- Task requirements
Each line from the start of the entries through the line that contains "display:grid; place-items:center; width:77px;" should be output exactly, please.

- Source data
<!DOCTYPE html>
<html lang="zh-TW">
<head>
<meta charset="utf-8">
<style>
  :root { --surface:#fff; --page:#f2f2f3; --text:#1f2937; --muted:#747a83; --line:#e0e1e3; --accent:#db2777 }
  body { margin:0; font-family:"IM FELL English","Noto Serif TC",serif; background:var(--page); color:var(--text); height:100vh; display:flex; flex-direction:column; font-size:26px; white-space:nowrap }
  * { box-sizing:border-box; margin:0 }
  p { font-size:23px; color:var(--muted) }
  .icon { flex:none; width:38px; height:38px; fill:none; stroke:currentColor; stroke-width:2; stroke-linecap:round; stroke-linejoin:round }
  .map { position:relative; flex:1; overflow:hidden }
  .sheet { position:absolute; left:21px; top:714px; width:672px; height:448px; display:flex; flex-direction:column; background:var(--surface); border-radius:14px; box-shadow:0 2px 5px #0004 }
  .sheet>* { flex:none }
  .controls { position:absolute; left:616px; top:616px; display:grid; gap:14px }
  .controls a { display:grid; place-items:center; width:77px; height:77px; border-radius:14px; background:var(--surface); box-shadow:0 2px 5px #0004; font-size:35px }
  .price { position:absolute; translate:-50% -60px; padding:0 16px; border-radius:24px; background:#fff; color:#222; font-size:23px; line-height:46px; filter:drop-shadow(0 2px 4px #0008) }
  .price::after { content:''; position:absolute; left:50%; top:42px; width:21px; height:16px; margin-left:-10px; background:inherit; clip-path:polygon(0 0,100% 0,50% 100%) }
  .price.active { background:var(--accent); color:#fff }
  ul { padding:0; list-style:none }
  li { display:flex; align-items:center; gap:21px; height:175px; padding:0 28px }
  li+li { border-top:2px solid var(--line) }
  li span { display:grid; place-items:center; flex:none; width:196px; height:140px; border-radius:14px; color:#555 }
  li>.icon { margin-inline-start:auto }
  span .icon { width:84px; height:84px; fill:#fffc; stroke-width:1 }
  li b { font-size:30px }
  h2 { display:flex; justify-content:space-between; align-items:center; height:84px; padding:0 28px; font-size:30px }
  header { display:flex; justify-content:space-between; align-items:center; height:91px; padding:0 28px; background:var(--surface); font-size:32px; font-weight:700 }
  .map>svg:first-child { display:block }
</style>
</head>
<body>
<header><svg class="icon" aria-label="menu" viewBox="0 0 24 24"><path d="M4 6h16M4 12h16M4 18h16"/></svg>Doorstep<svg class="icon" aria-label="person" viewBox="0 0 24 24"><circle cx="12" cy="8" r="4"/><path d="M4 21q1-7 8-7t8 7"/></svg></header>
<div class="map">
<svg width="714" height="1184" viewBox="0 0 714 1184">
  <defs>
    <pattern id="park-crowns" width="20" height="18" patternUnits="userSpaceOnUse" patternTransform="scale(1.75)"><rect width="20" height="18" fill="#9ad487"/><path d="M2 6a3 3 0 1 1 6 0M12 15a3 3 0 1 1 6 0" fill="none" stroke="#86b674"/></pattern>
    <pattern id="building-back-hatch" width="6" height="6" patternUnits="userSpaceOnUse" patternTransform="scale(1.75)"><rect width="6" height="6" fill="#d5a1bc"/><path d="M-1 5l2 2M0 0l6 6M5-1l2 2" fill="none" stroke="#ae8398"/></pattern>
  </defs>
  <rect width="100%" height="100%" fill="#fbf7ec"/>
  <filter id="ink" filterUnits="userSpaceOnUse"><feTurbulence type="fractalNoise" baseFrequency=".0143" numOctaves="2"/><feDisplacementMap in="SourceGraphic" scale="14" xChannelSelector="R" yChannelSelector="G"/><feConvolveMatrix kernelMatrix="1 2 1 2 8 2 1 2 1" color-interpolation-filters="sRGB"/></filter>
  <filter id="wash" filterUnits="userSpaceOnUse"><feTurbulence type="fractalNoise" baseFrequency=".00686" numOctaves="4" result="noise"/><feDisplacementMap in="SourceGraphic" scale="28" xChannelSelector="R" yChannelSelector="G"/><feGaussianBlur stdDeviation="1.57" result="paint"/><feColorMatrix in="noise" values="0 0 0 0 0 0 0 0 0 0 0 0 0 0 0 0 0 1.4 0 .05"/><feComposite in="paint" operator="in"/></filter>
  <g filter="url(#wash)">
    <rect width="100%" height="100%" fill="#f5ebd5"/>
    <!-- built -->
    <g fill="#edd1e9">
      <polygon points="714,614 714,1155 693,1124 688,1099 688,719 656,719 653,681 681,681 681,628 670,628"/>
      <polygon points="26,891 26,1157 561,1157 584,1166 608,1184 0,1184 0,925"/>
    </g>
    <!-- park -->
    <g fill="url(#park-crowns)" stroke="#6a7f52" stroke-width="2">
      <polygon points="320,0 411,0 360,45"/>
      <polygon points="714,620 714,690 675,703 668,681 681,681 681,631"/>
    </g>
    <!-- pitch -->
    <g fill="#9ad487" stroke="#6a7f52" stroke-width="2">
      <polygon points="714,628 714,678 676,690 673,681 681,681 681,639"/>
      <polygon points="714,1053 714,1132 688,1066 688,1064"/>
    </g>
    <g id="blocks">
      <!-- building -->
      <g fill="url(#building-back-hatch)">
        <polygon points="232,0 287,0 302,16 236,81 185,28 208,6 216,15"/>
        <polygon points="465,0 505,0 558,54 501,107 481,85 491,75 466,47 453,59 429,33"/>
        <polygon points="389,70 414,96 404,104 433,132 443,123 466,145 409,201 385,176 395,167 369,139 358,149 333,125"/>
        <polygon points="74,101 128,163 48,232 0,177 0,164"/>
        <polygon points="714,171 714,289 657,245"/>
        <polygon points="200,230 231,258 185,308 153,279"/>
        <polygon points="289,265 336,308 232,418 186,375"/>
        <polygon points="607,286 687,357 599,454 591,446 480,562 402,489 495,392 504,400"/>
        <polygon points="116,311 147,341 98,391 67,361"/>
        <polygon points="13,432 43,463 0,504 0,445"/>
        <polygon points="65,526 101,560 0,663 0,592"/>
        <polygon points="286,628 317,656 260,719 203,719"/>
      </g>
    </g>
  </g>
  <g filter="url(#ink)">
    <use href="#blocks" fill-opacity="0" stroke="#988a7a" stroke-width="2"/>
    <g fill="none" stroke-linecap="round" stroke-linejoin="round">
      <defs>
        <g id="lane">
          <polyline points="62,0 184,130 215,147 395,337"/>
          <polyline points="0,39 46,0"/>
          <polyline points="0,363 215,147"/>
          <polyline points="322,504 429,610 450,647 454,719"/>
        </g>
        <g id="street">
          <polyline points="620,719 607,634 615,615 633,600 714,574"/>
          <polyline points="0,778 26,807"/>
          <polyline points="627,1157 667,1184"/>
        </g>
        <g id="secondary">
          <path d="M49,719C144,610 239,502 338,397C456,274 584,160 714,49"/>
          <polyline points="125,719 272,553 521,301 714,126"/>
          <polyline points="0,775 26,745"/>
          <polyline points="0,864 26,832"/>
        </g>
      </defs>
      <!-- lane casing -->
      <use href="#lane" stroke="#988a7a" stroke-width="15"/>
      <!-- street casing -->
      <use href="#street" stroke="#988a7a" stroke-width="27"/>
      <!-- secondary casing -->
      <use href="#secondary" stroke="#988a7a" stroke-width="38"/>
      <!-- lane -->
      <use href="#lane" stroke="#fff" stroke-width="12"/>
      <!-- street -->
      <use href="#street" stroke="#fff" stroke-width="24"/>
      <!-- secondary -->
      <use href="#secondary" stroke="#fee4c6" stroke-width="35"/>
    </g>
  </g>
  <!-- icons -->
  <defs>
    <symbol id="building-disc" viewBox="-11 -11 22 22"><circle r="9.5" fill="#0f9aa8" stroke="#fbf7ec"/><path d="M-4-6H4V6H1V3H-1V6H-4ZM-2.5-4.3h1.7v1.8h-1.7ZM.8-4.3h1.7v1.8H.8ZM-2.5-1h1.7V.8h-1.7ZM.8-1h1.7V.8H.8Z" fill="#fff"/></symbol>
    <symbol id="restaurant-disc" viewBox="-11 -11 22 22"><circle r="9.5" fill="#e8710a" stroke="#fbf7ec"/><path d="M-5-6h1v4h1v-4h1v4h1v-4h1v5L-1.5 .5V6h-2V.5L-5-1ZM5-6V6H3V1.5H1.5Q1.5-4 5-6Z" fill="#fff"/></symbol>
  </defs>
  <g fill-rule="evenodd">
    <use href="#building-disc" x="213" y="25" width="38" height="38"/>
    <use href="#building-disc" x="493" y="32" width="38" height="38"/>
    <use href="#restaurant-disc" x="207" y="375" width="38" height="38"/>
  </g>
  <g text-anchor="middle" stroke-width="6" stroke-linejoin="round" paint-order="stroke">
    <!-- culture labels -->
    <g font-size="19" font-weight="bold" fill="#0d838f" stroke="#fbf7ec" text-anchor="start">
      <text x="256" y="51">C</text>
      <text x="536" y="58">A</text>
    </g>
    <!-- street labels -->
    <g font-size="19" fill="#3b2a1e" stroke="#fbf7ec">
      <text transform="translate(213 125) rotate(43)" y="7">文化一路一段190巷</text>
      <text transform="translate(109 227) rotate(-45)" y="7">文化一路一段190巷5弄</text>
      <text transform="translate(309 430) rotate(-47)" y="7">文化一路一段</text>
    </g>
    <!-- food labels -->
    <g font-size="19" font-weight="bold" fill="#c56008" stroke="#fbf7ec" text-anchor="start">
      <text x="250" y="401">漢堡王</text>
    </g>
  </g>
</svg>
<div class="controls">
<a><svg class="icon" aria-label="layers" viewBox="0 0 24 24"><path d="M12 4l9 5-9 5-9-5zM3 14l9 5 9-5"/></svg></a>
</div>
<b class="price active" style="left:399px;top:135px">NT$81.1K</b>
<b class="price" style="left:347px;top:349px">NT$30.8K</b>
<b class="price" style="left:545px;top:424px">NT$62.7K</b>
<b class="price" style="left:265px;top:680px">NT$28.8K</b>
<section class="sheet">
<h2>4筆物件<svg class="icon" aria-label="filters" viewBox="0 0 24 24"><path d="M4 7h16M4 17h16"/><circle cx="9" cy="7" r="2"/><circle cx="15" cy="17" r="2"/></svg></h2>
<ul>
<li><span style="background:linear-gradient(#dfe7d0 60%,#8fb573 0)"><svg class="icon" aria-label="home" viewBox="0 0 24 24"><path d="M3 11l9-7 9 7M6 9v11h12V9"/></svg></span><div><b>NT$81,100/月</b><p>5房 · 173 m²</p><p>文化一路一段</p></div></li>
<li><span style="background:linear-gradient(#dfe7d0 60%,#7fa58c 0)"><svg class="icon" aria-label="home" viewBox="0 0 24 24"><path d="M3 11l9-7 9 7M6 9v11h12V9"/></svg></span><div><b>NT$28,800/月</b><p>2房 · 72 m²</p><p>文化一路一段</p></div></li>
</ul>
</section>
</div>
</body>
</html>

- Answer space
<!DOCTYPE html>
<html lang="zh-TW">
<head>
<meta charset="utf-8">
<style>
  :root { --surface:#fff; --page:#f2f2f3; --text:#1f2937; --muted:#747a83; --line:#e0e1e3; --accent:#db2777 }
  body { margin:0; font-family:"IM FELL English","Noto Serif TC",serif; background:var(--page); color:var(--text); height:100vh; display:flex; flex-direction:column; font-size:26px; white-space:nowrap }
  * { box-sizing:border-box; margin:0 }
  p { font-size:23px; color:var(--muted) }
  .icon { flex:none; width:38px; height:38px; fill:none; stroke:currentColor; stroke-width:2; stroke-linecap:round; stroke-linejoin:round }
  .map { position:relative; flex:1; overflow:hidden }
  .sheet { position:absolute; left:21px; top:714px; width:672px; height:448px; display:flex; flex-direction:column; background:var(--surface); border-radius:14px; box-shadow:0 2px 5px #0004 }
  .sheet>* { flex:none }
  .controls { position:absolute; left:616px; top:616px; display:grid; gap:14px }
  .controls a { display:grid; place-items:center; width:77px; height:77px; border-radius:14px; background:var(--surface); box-shadow:0 2px 5px #0004; font-size:35px }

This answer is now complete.